Bank of America (BofA) expects trend-following strategies to
Investing.com -- Bank of America (BofA) expects trend-following strategies to remain a headwind for U.S. equities in the near term, as its models show commodity trading advisers (CTAs) could be adding to short positions in both the S&P 500 and Nasdaq 100 next week.
The shift comes after a period of choppy market performance and elevated volatility, with the S&P 500 ending the past week nearly flat.
The bank’s trend model currently shows CTAs holding short positions in both indices, with a -50% trend strength signal for each. Over the next five trading sessions, the signal is projected to remain in negative territory across bearish, median, and bullish price paths.
In the case of the S&P 500, the trend strength is expected to fall as low as -75% under a median scenario, while the Nasdaq-100 could see a similar drop toward -76%.
The positioning shift follows a broader pattern across equity markets. While trend followers had previously built significant long exposure to European equities, recent price action has started to unwind those trades.

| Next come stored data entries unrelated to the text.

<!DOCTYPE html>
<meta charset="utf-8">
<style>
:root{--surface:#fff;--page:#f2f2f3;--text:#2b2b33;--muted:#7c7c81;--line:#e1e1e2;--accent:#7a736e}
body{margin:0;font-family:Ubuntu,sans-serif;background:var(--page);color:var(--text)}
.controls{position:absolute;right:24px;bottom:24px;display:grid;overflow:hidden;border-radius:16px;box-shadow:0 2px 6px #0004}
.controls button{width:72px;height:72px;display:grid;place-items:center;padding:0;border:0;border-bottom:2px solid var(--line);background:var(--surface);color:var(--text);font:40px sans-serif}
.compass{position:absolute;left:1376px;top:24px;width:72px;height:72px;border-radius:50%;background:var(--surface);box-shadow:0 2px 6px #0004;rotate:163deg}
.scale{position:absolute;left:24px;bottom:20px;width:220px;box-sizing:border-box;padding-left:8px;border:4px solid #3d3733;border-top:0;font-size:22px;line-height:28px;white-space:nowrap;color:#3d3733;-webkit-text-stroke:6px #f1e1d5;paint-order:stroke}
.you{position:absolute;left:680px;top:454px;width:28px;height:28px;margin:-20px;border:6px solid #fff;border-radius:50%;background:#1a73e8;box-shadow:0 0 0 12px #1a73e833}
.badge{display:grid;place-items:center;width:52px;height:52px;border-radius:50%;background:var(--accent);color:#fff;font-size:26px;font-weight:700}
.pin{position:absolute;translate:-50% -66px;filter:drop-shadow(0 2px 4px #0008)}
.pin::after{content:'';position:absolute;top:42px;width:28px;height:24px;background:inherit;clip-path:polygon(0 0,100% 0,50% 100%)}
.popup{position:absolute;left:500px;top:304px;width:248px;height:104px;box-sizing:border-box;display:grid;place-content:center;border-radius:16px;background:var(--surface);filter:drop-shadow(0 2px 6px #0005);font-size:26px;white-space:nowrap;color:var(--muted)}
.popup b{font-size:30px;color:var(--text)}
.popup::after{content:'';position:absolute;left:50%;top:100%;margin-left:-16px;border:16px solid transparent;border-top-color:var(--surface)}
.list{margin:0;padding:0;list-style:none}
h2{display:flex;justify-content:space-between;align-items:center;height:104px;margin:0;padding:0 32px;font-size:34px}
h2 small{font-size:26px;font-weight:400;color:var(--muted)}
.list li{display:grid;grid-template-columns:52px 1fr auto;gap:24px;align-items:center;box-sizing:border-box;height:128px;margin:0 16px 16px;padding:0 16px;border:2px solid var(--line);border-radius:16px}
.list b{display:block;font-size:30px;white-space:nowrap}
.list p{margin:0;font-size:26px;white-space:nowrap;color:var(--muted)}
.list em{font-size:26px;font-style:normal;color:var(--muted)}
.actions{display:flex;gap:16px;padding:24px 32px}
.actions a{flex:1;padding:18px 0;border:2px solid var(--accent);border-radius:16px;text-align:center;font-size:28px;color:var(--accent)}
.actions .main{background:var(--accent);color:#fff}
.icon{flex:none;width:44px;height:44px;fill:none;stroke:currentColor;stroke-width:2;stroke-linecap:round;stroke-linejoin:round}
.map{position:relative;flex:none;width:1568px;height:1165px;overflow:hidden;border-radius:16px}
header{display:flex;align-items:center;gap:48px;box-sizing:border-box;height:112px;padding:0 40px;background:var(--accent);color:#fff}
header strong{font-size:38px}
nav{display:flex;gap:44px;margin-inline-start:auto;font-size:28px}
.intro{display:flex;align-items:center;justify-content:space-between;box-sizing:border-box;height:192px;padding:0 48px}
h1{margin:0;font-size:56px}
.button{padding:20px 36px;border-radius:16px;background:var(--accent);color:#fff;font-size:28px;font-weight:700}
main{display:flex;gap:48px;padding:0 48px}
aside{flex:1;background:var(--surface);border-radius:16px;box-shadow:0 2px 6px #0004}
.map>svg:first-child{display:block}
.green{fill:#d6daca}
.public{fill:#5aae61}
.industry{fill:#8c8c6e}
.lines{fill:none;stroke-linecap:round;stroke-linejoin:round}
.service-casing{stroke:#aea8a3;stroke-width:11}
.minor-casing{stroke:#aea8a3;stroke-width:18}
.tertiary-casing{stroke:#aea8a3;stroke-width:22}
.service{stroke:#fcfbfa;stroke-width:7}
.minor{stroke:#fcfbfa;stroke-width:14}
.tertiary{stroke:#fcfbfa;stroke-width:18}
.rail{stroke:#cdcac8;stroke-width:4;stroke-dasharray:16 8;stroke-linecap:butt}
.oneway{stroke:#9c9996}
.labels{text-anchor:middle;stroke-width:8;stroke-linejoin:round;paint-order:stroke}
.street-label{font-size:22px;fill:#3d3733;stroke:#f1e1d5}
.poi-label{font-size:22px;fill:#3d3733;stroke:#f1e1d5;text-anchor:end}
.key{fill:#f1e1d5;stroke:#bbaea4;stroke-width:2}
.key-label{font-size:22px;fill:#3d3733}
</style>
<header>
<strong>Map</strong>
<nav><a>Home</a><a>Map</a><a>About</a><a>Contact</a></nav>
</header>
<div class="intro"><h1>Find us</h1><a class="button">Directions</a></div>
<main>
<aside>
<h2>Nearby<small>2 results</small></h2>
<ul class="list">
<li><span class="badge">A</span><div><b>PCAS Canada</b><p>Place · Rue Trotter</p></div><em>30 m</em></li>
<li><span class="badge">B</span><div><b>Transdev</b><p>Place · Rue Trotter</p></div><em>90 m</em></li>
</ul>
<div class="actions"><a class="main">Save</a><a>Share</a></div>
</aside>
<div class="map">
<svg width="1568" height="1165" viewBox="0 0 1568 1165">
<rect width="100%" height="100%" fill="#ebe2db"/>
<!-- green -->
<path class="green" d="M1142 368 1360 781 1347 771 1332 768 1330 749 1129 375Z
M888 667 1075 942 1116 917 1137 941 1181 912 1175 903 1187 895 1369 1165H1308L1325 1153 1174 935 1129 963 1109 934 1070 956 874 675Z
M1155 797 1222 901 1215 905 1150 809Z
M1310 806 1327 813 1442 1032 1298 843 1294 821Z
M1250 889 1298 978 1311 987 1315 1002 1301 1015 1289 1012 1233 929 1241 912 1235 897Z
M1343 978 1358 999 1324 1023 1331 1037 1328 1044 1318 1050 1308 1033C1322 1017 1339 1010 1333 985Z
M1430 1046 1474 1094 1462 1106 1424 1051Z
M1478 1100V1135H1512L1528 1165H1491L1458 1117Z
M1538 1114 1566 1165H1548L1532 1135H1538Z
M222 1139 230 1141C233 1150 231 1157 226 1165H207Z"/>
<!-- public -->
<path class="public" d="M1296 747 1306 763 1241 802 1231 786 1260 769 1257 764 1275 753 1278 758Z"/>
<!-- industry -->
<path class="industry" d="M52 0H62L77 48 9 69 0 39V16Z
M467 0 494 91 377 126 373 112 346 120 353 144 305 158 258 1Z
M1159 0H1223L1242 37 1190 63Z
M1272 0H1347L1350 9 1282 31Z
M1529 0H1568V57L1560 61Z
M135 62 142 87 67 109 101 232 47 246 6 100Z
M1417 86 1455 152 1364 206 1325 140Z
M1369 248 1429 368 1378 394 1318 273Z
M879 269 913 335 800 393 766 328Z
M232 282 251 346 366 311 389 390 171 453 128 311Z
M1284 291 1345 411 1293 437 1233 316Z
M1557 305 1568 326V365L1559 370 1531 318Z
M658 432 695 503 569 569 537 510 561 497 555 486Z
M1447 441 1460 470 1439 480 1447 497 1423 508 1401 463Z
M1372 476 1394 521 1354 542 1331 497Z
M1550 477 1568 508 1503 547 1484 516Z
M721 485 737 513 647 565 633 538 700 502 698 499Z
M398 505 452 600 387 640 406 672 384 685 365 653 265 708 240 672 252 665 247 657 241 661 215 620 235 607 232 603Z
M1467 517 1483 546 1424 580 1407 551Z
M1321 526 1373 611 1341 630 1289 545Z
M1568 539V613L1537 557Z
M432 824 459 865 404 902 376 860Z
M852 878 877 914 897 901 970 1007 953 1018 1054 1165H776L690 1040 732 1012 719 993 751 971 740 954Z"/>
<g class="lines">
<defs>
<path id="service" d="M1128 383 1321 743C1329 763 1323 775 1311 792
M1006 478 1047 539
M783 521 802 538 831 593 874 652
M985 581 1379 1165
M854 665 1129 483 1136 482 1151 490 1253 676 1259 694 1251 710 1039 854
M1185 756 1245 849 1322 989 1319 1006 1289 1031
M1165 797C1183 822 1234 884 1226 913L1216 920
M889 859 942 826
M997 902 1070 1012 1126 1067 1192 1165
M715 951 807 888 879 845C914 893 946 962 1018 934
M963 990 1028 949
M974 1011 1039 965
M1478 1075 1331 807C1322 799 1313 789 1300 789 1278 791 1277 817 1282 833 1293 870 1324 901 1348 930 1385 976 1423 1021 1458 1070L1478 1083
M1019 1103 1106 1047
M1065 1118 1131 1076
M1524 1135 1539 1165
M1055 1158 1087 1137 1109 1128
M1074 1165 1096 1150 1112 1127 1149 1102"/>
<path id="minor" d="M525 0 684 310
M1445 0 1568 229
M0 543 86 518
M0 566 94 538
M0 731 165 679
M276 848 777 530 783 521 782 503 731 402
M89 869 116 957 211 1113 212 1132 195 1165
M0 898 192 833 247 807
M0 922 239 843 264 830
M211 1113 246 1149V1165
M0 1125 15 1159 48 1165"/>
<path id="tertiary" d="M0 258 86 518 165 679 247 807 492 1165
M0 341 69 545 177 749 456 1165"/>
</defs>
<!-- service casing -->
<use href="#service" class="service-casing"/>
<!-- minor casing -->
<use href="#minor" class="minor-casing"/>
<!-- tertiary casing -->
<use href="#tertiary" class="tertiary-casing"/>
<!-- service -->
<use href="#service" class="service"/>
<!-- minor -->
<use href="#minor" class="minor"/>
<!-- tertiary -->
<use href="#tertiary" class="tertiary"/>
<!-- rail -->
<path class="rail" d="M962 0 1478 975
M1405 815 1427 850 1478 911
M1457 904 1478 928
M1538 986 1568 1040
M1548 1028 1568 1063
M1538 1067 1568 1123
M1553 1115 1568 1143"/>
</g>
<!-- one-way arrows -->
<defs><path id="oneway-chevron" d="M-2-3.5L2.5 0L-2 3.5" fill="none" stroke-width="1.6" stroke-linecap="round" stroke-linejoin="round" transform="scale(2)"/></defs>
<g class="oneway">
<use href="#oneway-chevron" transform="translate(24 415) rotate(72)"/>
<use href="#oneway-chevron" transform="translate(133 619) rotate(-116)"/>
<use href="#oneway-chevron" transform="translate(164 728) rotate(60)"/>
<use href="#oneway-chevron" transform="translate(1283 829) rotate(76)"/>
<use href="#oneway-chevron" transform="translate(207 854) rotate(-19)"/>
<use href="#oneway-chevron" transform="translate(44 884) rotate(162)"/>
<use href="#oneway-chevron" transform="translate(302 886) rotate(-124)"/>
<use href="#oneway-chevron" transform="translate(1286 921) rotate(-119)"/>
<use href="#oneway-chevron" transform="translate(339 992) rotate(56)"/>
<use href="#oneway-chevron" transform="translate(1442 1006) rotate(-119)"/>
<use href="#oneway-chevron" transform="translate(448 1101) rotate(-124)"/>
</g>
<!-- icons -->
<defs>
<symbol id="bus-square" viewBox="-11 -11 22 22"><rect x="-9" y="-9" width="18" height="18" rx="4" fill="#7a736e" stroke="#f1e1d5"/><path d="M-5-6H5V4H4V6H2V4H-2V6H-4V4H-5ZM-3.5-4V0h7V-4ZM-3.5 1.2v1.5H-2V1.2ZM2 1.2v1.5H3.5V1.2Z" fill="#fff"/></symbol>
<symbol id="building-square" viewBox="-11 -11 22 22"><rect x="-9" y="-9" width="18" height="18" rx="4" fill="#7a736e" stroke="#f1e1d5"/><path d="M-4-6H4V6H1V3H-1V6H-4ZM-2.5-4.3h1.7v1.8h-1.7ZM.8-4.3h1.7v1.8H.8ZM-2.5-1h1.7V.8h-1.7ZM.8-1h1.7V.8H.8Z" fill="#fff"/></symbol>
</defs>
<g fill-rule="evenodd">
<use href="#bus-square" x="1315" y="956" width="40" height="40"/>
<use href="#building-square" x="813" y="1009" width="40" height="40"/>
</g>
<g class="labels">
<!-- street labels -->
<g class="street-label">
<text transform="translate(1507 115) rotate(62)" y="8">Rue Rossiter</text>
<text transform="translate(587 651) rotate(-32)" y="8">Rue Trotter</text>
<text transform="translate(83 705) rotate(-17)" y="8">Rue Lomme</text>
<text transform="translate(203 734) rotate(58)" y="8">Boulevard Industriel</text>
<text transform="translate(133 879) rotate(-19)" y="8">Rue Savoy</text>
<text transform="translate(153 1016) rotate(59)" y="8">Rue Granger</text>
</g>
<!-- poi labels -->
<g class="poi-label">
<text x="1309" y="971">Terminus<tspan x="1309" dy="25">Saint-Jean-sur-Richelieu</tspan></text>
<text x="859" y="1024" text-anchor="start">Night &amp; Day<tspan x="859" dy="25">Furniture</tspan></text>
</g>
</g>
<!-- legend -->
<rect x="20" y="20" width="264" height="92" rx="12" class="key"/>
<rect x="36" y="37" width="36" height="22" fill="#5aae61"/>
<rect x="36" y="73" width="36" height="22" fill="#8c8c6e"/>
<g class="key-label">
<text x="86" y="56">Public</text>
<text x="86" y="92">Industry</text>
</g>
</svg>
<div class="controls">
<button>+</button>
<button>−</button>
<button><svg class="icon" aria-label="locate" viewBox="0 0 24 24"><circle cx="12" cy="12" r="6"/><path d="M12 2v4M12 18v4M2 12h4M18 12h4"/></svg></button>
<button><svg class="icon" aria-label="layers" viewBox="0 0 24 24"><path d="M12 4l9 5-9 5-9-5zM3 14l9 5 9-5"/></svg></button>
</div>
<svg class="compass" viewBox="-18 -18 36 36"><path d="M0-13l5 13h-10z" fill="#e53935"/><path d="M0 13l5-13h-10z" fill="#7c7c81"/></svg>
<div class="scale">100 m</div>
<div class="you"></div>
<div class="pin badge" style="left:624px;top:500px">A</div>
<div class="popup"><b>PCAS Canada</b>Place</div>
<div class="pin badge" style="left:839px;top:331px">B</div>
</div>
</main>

BofA notes that the Euro Stoxx 50 long, once in the 91st percentile relative to the past decade, has eased to the 68th percentile “as CTAs may have trimmed exposure on declining spot and increasing volatility in March.”
“Although the Euro Stoxx 50 long is still large, it is likely no longer the most stretched equity position in a trend follower’s portfolio,” the bank added.
Meanwhile, the Russell 2000 short position has become one of the most extended, as the index declined in four of the last five weeks.
“We continue to closely monitor position unwind triggers for both the Russell 2000 and Euro Stoxx 50, as CTA reversals could be market impacting given current positioning,” the analysts led by Chintan Kotecha wrote.
BofA’s models suggest that, barring a significant market reversal, trend-following flows could reinforce downward momentum in U.S. equities at the start of the coming week. “On Monday 24-Mar-2025 CTAs could be sellers of S&P 500,” the note cautioned.